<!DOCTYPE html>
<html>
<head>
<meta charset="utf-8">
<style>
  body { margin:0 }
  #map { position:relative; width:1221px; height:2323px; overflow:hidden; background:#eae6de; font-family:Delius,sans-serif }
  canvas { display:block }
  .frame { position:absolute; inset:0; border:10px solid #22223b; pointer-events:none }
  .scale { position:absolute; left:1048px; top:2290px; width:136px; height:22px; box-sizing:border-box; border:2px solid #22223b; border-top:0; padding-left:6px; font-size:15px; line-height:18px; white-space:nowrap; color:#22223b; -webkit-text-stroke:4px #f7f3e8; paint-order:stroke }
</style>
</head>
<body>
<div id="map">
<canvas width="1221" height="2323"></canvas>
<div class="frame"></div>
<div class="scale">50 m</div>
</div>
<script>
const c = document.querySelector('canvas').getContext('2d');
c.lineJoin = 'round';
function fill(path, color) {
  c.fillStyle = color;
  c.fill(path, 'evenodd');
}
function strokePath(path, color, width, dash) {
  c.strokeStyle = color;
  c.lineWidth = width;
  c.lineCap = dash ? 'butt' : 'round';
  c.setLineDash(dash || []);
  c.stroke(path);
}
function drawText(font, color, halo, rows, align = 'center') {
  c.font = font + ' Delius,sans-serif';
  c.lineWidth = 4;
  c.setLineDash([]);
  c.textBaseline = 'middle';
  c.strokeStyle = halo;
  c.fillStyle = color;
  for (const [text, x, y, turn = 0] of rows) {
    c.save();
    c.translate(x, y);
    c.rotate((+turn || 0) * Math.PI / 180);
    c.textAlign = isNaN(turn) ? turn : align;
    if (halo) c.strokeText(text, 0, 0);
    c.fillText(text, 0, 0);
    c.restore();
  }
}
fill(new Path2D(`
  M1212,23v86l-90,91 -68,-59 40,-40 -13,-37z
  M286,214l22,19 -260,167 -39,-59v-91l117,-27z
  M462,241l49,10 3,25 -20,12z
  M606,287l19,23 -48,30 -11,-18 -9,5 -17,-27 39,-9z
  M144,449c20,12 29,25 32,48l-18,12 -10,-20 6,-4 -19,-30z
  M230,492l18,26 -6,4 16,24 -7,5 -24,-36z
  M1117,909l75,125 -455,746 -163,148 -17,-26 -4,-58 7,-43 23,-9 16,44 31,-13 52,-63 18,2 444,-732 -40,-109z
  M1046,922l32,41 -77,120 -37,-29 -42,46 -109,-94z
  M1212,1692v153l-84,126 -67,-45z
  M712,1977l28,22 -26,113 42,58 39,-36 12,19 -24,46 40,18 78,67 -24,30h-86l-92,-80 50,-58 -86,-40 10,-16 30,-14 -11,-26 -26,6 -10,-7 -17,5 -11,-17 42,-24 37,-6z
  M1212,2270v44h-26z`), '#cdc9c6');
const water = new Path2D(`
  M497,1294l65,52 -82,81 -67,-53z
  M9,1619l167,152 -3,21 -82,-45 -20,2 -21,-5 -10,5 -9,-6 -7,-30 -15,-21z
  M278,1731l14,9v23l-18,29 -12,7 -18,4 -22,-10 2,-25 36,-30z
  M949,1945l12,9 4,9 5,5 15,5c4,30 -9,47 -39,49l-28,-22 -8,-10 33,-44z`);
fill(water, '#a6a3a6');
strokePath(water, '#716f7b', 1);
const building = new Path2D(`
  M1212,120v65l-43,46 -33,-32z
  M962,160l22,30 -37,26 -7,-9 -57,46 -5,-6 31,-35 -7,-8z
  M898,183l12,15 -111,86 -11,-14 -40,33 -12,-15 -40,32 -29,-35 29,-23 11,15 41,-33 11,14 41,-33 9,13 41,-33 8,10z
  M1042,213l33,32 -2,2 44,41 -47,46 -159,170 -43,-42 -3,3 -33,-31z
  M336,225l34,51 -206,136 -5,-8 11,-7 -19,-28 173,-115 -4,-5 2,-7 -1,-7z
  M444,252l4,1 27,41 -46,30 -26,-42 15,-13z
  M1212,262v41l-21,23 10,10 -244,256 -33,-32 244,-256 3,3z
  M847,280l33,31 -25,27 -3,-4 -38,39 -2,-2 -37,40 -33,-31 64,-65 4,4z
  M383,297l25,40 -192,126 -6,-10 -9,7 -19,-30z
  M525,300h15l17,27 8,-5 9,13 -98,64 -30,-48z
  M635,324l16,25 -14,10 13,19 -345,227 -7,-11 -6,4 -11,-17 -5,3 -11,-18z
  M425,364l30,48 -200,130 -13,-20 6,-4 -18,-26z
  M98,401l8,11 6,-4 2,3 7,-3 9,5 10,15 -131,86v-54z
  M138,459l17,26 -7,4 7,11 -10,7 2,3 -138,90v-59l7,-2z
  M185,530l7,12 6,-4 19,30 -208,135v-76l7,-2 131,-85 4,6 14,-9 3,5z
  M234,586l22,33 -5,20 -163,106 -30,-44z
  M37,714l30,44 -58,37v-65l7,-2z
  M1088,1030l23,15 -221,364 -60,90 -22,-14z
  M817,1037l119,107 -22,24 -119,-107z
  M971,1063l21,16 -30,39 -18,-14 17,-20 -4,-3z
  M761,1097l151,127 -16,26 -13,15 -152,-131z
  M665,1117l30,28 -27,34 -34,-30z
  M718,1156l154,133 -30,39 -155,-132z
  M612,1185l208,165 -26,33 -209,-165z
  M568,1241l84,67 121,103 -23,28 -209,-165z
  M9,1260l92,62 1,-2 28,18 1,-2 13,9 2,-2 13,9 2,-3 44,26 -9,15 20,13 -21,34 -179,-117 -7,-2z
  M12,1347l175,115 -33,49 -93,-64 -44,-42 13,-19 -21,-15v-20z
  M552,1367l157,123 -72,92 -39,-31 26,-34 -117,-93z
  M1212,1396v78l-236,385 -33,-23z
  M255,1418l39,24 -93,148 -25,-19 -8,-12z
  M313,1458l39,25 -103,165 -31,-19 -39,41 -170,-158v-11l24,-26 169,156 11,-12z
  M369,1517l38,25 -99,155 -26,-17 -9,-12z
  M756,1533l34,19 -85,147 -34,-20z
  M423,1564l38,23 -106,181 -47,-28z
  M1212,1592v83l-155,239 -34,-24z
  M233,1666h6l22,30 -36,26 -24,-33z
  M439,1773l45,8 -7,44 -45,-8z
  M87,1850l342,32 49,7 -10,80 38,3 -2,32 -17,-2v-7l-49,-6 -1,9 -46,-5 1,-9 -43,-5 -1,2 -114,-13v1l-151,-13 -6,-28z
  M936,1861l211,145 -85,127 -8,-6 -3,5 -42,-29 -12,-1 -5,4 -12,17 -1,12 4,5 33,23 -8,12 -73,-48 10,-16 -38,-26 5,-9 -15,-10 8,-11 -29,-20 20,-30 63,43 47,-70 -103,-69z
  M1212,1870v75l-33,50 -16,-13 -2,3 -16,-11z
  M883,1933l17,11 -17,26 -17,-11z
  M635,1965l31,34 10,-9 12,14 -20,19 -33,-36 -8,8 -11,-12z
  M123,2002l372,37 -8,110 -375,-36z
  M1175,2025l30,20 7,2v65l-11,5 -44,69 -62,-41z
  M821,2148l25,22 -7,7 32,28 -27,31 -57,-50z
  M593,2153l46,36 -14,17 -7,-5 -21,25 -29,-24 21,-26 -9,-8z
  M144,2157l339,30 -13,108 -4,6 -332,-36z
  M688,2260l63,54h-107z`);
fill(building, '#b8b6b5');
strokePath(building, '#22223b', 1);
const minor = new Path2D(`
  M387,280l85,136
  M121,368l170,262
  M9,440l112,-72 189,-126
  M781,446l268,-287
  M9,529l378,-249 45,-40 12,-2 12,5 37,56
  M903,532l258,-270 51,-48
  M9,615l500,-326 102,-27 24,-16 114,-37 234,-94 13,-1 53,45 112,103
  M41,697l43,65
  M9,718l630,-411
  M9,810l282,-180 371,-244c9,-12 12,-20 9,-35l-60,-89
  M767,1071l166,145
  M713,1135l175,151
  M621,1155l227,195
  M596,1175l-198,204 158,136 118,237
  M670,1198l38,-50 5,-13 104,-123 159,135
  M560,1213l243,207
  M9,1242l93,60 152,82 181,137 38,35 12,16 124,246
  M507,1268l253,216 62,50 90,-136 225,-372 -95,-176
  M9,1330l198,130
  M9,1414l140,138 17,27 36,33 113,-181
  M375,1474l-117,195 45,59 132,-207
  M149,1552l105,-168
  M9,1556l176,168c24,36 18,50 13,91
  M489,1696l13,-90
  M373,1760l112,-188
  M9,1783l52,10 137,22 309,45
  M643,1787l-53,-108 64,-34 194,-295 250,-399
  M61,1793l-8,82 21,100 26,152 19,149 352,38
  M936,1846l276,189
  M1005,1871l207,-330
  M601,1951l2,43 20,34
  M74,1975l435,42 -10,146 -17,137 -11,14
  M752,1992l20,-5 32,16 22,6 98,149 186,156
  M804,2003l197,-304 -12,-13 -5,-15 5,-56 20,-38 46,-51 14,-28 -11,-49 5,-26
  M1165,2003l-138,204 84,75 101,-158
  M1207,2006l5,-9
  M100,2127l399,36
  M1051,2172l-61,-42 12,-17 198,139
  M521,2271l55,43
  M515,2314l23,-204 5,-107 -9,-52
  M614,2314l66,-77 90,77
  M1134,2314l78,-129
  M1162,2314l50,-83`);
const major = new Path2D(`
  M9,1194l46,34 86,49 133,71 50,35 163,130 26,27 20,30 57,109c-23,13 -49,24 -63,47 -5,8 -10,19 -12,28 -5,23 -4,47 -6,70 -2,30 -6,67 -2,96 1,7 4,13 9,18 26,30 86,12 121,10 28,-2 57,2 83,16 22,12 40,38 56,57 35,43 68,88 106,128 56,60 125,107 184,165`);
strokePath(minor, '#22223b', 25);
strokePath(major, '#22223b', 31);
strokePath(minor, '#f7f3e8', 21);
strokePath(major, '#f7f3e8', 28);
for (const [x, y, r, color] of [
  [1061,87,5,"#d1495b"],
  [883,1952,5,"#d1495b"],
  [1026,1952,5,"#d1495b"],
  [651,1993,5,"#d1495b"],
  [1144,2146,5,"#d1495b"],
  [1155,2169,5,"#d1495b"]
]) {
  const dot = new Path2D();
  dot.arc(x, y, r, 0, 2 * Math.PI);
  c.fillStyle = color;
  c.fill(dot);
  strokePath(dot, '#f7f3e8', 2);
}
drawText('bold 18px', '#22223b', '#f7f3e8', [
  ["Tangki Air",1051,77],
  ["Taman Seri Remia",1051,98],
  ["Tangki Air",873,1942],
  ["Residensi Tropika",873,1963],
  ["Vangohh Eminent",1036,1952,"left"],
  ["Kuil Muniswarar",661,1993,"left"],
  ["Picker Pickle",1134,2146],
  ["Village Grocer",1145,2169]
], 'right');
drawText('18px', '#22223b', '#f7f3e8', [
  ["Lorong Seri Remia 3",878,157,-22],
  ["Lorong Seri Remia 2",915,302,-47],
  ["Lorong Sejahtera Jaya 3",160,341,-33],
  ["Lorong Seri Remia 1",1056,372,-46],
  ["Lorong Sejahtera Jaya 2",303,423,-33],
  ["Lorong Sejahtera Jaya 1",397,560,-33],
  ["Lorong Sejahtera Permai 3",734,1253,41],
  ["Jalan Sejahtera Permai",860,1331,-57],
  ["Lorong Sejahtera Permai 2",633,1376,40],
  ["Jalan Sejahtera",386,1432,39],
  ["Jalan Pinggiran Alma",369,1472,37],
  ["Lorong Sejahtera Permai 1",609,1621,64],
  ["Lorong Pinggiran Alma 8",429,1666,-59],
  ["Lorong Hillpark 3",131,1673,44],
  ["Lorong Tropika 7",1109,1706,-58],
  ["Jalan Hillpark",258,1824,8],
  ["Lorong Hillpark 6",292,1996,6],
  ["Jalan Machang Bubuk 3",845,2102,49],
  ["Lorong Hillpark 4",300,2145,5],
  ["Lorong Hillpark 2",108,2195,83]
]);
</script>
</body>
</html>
════
WORK TO COMPLETE — This exercise needs every line of the listing that contains the word "Math".

TASK OUTPUT —
    c.rotate((+turn || 0) * Math.PI / 180);
  dot.arc(x, y, r, 0, 2 * Math.PI);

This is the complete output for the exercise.